Saved entries:
Start of Block

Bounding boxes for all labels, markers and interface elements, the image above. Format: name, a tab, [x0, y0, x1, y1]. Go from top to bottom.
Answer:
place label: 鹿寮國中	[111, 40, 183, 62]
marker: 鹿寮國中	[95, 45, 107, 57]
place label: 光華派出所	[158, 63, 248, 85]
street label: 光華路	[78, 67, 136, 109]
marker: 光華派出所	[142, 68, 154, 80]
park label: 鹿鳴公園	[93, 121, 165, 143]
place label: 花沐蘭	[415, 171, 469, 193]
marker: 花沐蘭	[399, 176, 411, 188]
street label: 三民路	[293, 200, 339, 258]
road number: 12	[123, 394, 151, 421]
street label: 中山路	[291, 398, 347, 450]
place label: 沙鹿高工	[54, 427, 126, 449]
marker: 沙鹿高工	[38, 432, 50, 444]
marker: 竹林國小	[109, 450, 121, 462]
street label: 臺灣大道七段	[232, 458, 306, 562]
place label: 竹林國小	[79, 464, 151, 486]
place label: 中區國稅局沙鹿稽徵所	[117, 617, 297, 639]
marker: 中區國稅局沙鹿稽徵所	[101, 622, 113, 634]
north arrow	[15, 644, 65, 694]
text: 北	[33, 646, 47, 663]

End of Block

Exercise brief: Each line above should be output exactly as written.

Answer to this problem:
Bounding boxes for all labels, markers and interface elements, the image above. Format: name, a tab, [x0, y0, x1, y1]. Go from top to bottom.
Answer:
place label: 鹿寮國中	[111, 40, 183, 62]
marker: 鹿寮國中	[95, 45, 107, 57]
place label: 光華派出所	[158, 63, 248, 85]
street label: 光華路	[78, 67, 136, 109]
marker: 光華派出所	[142, 68, 154, 80]
park label: 鹿鳴公園	[93, 121, 165, 143]
place label: 花沐蘭	[415, 171, 469, 193]
marker: 花沐蘭	[399, 176, 411, 188]
street label: 三民路	[293, 200, 339, 258]
road number: 12	[123, 394, 151, 421]
street label: 中山路	[291, 398, 347, 450]
place label: 沙鹿高工	[54, 427, 126, 449]
marker: 沙鹿高工	[38, 432, 50, 444]
marker: 竹林國小	[109, 450, 121, 462]
street label: 臺灣大道七段	[232, 458, 306, 562]
place label: 竹林國小	[79, 464, 151, 486]
place label: 中區國稅局沙鹿稽徵所	[117, 617, 297, 639]
marker: 中區國稅局沙鹿稽徵所	[101, 622, 113, 634]
north arrow	[15, 644, 65, 694]
text: 北	[33, 646, 47, 663]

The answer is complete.